On Wednesday morning, Mr. Zahavi said: “I have to rebuild the economy and turn to growth, that’s my goal.”

He faces a major challenge because Britain’s economic outlook has deteriorated. Inflation hits highest level in four decades and is not expected to peak until it rises above 10 percent in the fall, when domestic gas and electricity bill ceilings are set higher. Households are facing the worst income decline in generations, and the pain is already acute as people try to spend less while credit cards and other personal debts mount.

Bank of England raised interest rates to their highest level since 2009 and said further increases were likely to come in the fight against rising inflation, even if economic growth prospects deteriorated. Enterprises are facing rapidly rising costs, and many are struggling to hire workers in the wake of Brexit and the pandemic, which have reduced the number of available workers.

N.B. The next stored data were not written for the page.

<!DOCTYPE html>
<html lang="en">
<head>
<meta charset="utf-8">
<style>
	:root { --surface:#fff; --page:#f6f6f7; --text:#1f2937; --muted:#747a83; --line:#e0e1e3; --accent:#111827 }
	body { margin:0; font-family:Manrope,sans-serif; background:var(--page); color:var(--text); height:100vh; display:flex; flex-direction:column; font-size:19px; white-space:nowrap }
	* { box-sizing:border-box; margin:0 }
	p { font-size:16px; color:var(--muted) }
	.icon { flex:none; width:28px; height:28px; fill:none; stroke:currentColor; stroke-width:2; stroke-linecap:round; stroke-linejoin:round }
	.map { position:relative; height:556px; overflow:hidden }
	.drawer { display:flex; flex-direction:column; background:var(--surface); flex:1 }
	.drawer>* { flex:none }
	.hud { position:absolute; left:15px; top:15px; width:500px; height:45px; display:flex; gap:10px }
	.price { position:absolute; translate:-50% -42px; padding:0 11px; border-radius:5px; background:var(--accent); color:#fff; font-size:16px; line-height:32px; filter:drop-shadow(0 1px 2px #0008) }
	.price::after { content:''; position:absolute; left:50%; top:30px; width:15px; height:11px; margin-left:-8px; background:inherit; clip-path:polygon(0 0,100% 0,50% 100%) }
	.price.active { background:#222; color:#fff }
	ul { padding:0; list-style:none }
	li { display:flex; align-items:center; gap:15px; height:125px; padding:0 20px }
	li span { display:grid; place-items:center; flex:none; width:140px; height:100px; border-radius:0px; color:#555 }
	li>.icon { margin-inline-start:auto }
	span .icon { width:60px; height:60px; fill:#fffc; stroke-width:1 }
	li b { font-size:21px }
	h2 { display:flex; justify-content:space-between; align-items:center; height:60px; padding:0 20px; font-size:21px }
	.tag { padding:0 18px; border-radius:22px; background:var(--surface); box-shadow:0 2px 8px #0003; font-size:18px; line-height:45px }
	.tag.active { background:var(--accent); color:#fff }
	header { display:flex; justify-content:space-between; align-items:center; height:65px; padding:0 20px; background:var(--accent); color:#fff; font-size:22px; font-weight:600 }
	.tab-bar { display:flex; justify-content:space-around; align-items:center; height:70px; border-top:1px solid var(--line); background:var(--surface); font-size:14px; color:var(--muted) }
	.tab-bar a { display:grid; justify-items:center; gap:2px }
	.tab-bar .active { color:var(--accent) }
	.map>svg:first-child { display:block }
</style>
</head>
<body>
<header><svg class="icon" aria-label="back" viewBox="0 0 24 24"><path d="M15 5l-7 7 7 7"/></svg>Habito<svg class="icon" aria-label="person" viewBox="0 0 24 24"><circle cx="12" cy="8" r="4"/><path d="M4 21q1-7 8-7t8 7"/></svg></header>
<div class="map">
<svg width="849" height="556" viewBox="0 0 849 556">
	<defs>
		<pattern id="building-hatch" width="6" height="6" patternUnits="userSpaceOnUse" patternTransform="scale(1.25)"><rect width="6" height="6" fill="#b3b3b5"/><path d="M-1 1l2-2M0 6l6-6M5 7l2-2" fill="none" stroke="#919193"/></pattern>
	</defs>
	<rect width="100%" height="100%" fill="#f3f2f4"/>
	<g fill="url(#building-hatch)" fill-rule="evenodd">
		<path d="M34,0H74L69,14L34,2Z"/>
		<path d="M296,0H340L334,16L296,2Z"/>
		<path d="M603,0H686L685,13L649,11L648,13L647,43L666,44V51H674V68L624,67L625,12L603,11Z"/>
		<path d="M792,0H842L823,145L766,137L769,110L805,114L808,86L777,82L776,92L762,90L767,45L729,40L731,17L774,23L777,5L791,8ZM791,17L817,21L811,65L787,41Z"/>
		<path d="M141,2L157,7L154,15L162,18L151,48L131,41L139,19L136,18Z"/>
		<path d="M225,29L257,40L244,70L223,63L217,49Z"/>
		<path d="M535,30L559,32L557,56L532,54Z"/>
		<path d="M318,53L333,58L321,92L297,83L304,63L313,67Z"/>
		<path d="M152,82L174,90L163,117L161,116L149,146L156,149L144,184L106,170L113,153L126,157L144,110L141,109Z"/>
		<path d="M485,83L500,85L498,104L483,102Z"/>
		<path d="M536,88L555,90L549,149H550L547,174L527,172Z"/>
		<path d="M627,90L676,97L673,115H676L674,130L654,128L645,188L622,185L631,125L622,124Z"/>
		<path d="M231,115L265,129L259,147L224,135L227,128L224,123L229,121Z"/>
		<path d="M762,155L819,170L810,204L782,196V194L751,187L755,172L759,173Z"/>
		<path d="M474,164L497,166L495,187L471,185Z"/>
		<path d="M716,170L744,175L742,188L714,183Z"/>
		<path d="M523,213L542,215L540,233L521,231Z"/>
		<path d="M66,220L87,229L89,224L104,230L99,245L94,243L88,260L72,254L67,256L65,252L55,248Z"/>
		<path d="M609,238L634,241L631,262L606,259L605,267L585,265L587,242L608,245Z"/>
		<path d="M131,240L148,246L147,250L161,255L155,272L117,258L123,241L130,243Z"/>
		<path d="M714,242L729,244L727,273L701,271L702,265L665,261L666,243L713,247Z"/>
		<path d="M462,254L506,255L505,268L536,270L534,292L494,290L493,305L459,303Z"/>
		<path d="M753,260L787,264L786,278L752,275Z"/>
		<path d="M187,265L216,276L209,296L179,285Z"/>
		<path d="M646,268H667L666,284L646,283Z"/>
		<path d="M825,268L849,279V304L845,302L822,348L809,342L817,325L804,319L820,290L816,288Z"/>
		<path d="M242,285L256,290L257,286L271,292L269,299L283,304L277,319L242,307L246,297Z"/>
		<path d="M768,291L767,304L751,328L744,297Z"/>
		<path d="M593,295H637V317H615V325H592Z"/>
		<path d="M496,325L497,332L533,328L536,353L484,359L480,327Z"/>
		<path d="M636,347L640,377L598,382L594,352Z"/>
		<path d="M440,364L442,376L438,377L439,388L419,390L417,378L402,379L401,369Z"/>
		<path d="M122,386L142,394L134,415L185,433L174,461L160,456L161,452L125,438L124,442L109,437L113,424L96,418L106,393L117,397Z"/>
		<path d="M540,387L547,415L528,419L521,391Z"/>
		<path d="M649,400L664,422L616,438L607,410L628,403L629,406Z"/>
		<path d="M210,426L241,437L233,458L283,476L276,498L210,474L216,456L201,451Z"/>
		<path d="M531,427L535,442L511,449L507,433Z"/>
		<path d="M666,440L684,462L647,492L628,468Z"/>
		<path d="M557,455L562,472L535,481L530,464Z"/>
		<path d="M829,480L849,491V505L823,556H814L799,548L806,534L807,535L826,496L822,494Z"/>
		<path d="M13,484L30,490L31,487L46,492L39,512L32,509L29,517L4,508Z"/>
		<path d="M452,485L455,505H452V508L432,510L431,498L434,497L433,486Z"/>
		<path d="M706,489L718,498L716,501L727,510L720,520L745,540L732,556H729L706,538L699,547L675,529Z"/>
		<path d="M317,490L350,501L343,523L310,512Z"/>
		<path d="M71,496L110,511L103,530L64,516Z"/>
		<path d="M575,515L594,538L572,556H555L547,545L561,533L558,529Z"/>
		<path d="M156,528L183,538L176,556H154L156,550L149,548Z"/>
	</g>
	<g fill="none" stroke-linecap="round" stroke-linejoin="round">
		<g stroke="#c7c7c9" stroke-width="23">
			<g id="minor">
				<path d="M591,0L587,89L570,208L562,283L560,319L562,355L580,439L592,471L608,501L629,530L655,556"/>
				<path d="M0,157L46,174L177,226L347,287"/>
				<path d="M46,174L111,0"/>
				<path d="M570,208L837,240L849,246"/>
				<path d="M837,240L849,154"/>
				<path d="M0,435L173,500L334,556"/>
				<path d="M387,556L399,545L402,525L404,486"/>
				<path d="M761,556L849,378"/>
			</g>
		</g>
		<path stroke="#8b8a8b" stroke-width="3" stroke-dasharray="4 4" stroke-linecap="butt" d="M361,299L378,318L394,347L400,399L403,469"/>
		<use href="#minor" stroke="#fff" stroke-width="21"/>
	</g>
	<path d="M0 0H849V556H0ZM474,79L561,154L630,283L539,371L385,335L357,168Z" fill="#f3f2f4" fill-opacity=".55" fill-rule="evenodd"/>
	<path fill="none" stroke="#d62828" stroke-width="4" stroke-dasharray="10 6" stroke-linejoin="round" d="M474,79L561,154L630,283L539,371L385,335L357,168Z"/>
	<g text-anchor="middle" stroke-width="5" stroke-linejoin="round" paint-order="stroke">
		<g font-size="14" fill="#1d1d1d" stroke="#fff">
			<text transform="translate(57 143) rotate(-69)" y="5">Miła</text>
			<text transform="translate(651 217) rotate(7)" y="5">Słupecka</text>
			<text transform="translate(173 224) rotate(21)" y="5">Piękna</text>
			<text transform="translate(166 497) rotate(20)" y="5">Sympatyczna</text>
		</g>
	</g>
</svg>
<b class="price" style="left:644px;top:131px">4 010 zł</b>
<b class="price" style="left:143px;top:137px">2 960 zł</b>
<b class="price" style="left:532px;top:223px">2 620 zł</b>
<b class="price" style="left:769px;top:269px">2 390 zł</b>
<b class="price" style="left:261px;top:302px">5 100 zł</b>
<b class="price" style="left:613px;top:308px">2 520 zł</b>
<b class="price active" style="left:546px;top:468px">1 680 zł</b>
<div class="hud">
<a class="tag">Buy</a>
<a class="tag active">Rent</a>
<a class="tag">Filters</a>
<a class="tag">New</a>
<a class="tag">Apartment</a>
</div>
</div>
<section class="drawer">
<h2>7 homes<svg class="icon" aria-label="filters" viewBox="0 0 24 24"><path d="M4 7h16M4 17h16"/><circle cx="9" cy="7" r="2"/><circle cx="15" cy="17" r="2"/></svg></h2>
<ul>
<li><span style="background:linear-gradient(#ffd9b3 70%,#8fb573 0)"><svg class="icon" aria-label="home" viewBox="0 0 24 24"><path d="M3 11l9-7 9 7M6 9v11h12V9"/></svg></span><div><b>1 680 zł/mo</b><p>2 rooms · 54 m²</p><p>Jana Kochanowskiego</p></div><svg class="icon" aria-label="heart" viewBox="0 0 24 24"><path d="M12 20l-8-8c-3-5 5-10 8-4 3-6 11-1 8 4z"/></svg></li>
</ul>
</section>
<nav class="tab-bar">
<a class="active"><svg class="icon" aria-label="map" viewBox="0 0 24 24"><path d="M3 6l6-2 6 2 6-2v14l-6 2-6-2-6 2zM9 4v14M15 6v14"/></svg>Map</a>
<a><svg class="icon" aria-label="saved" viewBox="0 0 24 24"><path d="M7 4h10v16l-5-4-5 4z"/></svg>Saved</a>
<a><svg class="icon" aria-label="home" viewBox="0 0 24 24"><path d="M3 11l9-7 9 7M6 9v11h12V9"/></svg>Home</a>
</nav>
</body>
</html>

mr. Sunak announced billions of pounds of extra spending in May to help people with the rising cost of living, funded in part by a windfall tax on oil and gas companies. But he expressed doubts about how much the government could use the spending to alleviate economic hardship and promotes corporate investment and lower taxes to improve performance.

Differences in policy approaches and a series of economic upheavals prevented the government from pursuing a coherent economic strategy. Late last year, Mr. Johnson said he could build high growth, high wages economy, and he now warns against massive wage hikes that could exacerbate inflation.

As wages lag far behind inflation, workers went on strike, which set Britain up for a summer of labor unrest. Recently, train workers and criminal defense lawyers have quit their jobs, and medical workers, school teachers and postal workers are among those threatening to strike in the coming months.